Is Sridevi on her way to becoming India’s Meryl Streep? Or Susan Sarandon? Seriously, we don’t know if such comparisons are valid, ‘coz Sridevi is our very own Sridevi, so let her be her. Yes, those are the kind of reactions she would draw from audiences when they watch her new film, English Vinglish, which is also the directorial debut of Gauri Shinde.
Everyone knows the story of English Vinglish from the trailer. So what is it that makes it special? Good performances, delightful dialogues and some scenes which both make you laugh and feel some dil ka dard. But at the same time, the film does not overwhelm or make you cry or think too much. Its beauty lies in its subtle messages and hints.

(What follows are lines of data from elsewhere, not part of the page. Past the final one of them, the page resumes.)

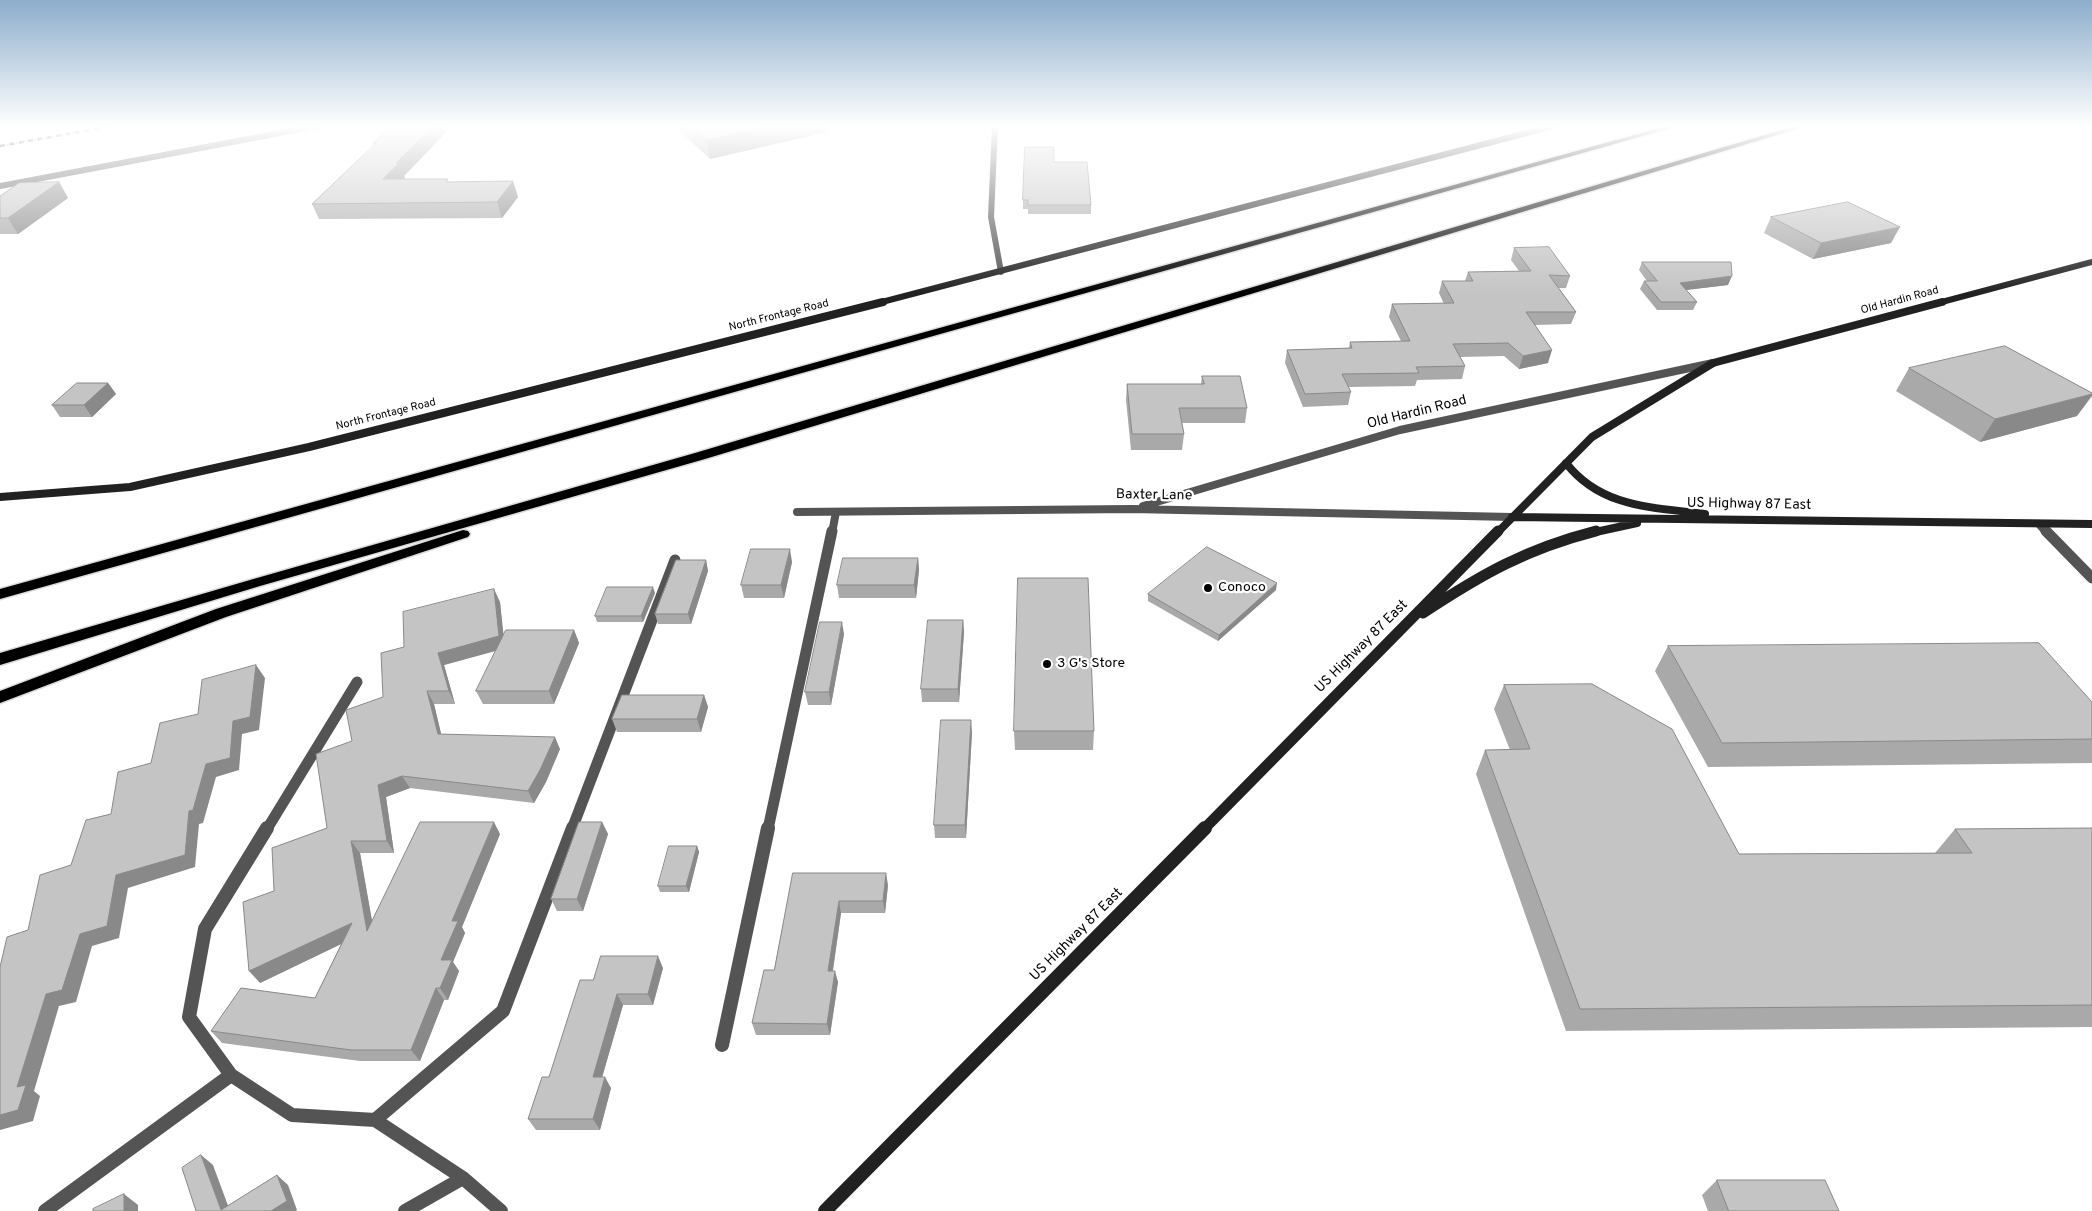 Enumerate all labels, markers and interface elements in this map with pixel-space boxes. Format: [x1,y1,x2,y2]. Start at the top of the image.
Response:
street label: Old Hardin Road [1860,284,1940,318]
street label: North Frontage Road [728,297,830,335]
street label: Old Hardin Road [1365,393,1469,433]
street label: North Frontage Road [335,396,437,434]
street label: Baxter Lane [1116,487,1192,505]
street label: US Highway 87 East [1687,496,1811,514]
place label: Conoco [1218,580,1266,596]
marker: Conoco [1202,582,1214,594]
street label: US Highway 87 East [1312,597,1412,697]
place label: 3 G's Store [1057,656,1125,672]
marker: 3 G's Store [1041,658,1053,670]
street label: US Highway 87 East [1027,885,1127,985]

Sridevi plays Shashi Godbole, a typical – if we may say so – Indian housewife from Pune. Her world revolves around her husband, two kids and her laddoo ‘business’. She also has a mother-in-law (Sulabha Deshpande), but thankfully who is not the wicked saas-bahu kind. Shashi is overworked and under-estimated, and often overlooked for the kind of love and effort she puts into the family. She is also ridiculed for being a ‘vernac’. Familiar? Everyone will find one woman in their family like Shashi, I’m sure. And therein could lie the formula for the success of the film!
Shashi’s life is mundane but stable, and there’s panic when she has to leave for New York alone to help her elder sister with her daughter’s wedding. Hesitant to go it solo, Shashi finds that NY actually opens up a whole new world for her, when she musters up the courage to join English classes and attends them without letting anyone know. This portion of English Vinglish might remind you of the classic Mind Your Language, or its Indian version Zabaan Sambhalke.
Thankfully the proceedings are lightened up by the possibility of a romance between Shashi and her classmate Laurent (Mehdi Nebbou). So, kuch kuch hota hai or no? Watch the film to find out!
As Shashi’s English classes slowly wind up, her family joins her in NY and she is confused whether to carry on with her lessons or not. She questions her existence, her choices and her driving force and chooses a path. Which path? Go see the film to find out!
Sridevi’s comeback after 15 years is rocking with a role that suits her age and her experience. She is completely in character, knowing just when to hold back and when to emote. However, there could’ve been more scope for her to show her range of that incredible talent she has. Even her well-known dancing skills were not put to good use in the wedding song. But then, that’s demure Shashi for you who’s dancing, and not Sridevi! Kudos to both director and star for that restraint.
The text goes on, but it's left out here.